### Problem to work on:
Everything in the records should be repeated exactly, down to the last character.

══ Data supplied

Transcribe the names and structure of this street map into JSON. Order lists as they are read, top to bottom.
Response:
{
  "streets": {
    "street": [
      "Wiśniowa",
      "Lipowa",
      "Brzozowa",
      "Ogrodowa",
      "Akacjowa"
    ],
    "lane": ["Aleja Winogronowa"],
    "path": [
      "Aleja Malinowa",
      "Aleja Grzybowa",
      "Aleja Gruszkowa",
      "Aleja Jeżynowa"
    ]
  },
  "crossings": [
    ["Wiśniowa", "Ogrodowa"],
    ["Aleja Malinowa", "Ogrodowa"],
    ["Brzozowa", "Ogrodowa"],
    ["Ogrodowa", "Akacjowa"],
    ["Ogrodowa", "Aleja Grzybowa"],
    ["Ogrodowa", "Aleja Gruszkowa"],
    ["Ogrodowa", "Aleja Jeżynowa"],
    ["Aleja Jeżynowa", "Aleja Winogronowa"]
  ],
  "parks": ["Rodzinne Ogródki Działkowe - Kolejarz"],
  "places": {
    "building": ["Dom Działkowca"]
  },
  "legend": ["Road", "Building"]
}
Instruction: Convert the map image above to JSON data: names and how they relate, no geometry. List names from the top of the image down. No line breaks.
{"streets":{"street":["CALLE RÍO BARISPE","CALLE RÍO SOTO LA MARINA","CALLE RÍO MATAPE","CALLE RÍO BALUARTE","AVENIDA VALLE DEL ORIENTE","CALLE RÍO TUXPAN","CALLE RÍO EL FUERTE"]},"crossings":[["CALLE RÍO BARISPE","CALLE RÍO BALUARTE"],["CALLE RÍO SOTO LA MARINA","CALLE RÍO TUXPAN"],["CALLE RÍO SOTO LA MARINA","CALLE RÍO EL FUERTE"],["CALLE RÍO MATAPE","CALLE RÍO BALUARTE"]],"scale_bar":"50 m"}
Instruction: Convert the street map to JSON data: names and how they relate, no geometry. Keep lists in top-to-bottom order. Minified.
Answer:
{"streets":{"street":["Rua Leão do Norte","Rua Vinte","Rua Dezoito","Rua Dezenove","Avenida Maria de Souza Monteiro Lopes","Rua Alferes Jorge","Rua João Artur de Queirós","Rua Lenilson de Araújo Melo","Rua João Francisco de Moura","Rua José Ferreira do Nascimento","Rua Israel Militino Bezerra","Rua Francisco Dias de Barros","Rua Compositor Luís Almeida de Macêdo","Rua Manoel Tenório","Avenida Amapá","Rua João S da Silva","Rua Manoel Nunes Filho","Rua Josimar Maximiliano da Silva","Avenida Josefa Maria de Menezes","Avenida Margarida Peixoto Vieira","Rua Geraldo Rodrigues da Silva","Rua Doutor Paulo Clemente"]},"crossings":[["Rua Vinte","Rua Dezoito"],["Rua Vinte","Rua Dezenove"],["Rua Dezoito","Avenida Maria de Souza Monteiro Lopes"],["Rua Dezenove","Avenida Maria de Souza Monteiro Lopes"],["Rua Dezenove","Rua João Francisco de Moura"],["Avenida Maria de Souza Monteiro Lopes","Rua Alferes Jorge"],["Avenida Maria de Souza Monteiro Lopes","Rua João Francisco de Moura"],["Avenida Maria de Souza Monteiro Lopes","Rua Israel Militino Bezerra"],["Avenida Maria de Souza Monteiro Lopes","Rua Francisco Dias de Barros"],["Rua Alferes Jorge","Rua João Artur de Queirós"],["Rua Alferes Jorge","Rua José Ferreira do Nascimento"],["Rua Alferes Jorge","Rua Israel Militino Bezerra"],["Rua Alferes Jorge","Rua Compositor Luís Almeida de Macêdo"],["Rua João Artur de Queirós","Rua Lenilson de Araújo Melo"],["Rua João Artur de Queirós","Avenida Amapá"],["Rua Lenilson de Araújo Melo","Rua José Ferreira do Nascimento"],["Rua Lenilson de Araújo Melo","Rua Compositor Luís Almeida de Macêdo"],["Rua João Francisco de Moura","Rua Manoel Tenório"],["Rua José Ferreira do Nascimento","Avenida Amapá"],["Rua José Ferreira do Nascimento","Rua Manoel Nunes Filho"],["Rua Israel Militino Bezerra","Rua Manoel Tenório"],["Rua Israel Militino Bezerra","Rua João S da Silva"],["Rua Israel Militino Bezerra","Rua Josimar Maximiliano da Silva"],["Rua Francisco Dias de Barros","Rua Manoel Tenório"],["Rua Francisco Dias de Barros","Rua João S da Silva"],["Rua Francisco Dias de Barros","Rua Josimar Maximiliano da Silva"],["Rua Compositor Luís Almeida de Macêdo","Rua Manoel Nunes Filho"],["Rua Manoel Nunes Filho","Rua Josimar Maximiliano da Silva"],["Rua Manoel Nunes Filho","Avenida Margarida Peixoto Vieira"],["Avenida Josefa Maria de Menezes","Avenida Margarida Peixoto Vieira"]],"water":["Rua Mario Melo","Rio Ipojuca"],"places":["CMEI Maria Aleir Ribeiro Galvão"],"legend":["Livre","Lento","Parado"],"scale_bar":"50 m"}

════

### Exercise result:
Transcribe the names and structure of this street map into JSON. Order lists as they are read, top to bottom.
Response:
{
  "streets": {
    "street": [
      "Wiśniowa",
      "Lipowa",
      "Brzozowa",
      "Ogrodowa",
      "Akacjowa"
    ],
    "lane": ["Aleja Winogronowa"],
    "path": [
      "Aleja Malinowa",
      "Aleja Grzybowa",
      "Aleja Gruszkowa",
      "Aleja Jeżynowa"
    ]
  },
  "crossings": [
    ["Wiśniowa", "Ogrodowa"],
    ["Aleja Malinowa", "Ogrodowa"],
    ["Brzozowa", "Ogrodowa"],
    ["Ogrodowa", "Akacjowa"],
    ["Ogrodowa", "Aleja Grzybowa"],
    ["Ogrodowa", "Aleja Gruszkowa"],
    ["Ogrodowa", "Aleja Jeżynowa"],
    ["Aleja Jeżynowa", "Aleja Winogronowa"]
  ],
  "parks": ["Rodzinne Ogródki Działkowe - Kolejarz"],
  "places": {
    "building": ["Dom Działkowca"]
  },
  "legend": ["Road", "Building"]
}
Instruction: Convert the map image above to JSON data: names and how they relate, no geometry. List names from the top of the image down. No line breaks.
{"streets":{"street":["CALLE RÍO BARISPE","CALLE RÍO SOTO LA MARINA","CALLE RÍO MATAPE","CALLE RÍO BALUARTE","AVENIDA VALLE DEL ORIENTE","CALLE RÍO TUXPAN","CALLE RÍO EL FUERTE"]},"crossings":[["CALLE RÍO BARISPE","CALLE RÍO BALUARTE"],["CALLE RÍO SOTO LA MARINA","CALLE RÍO TUXPAN"],["CALLE RÍO SOTO LA MARINA","CALLE RÍO EL FUERTE"],["CALLE RÍO MATAPE","CALLE RÍO BALUARTE"]],"scale_bar":"50 m"}
Instruction: Convert the street map to JSON data: names and how they relate, no geometry. Keep lists in top-to-bottom order. Minified.
Answer:
{"streets":{"street":["Rua Leão do Norte","Rua Vinte","Rua Dezoito","Rua Dezenove","Avenida Maria de Souza Monteiro Lopes","Rua Alferes Jorge","Rua João Artur de Queirós","Rua Lenilson de Araújo Melo","Rua João Francisco de Moura","Rua José Ferreira do Nascimento","Rua Israel Militino Bezerra","Rua Francisco Dias de Barros","Rua Compositor Luís Almeida de Macêdo","Rua Manoel Tenório","Avenida Amapá","Rua João S da Silva","Rua Manoel Nunes Filho","Rua Josimar Maximiliano da Silva","Avenida Josefa Maria de Menezes","Avenida Margarida Peixoto Vieira","Rua Geraldo Rodrigues da Silva","Rua Doutor Paulo Clemente"]},"crossings":[["Rua Vinte","Rua Dezoito"],["Rua Vinte","Rua Dezenove"],["Rua Dezoito","Avenida Maria de Souza Monteiro Lopes"],["Rua Dezenove","Avenida Maria de Souza Monteiro Lopes"],["Rua Dezenove","Rua João Francisco de Moura"],["Avenida Maria de Souza Monteiro Lopes","Rua Alferes Jorge"],["Avenida Maria de Souza Monteiro Lopes","Rua João Francisco de Moura"],["Avenida Maria de Souza Monteiro Lopes","Rua Israel Militino Bezerra"],["Avenida Maria de Souza Monteiro Lopes","Rua Francisco Dias de Barros"],["Rua Alferes Jorge","Rua João Artur de Queirós"],["Rua Alferes Jorge","Rua José Ferreira do Nascimento"],["Rua Alferes Jorge","Rua Israel Militino Bezerra"],["Rua Alferes Jorge","Rua Compositor Luís Almeida de Macêdo"],["Rua João Artur de Queirós","Rua Lenilson de Araújo Melo"],["Rua João Artur de Queirós","Avenida Amapá"],["Rua Lenilson de Araújo Melo","Rua José Ferreira do Nascimento"],["Rua Lenilson de Araújo Melo","Rua Compositor Luís Almeida de Macêdo"],["Rua João Francisco de Moura","Rua Manoel Tenório"],["Rua José Ferreira do Nascimento","Avenida Amapá"],["Rua José Ferreira do Nascimento","Rua Manoel Nunes Filho"],["Rua Israel Militino Bezerra","Rua Manoel Tenório"],["Rua Israel Militino Bezerra","Rua João S da Silva"],["Rua Israel Militino Bezerra","Rua Josimar Maximiliano da Silva"],["Rua Francisco Dias de Barros","Rua Manoel Tenório"],["Rua Francisco Dias de Barros","Rua João S da Silva"],["Rua Francisco Dias de Barros","Rua Josimar Maximiliano da Silva"],["Rua Compositor Luís Almeida de Macêdo","Rua Manoel Nunes Filho"],["Rua Manoel Nunes Filho","Rua Josimar Maximiliano da Silva"],["Rua Manoel Nunes Filho","Avenida Margarida Peixoto Vieira"],["Avenida Josefa Maria de Menezes","Avenida Margarida Peixoto Vieira"]],"water":["Rua Mario Melo","Rio Ipojuca"],"places":["CMEI Maria Aleir Ribeiro Galvão"],"legend":["Livre","Lento","Parado"],"scale_bar":"50 m"}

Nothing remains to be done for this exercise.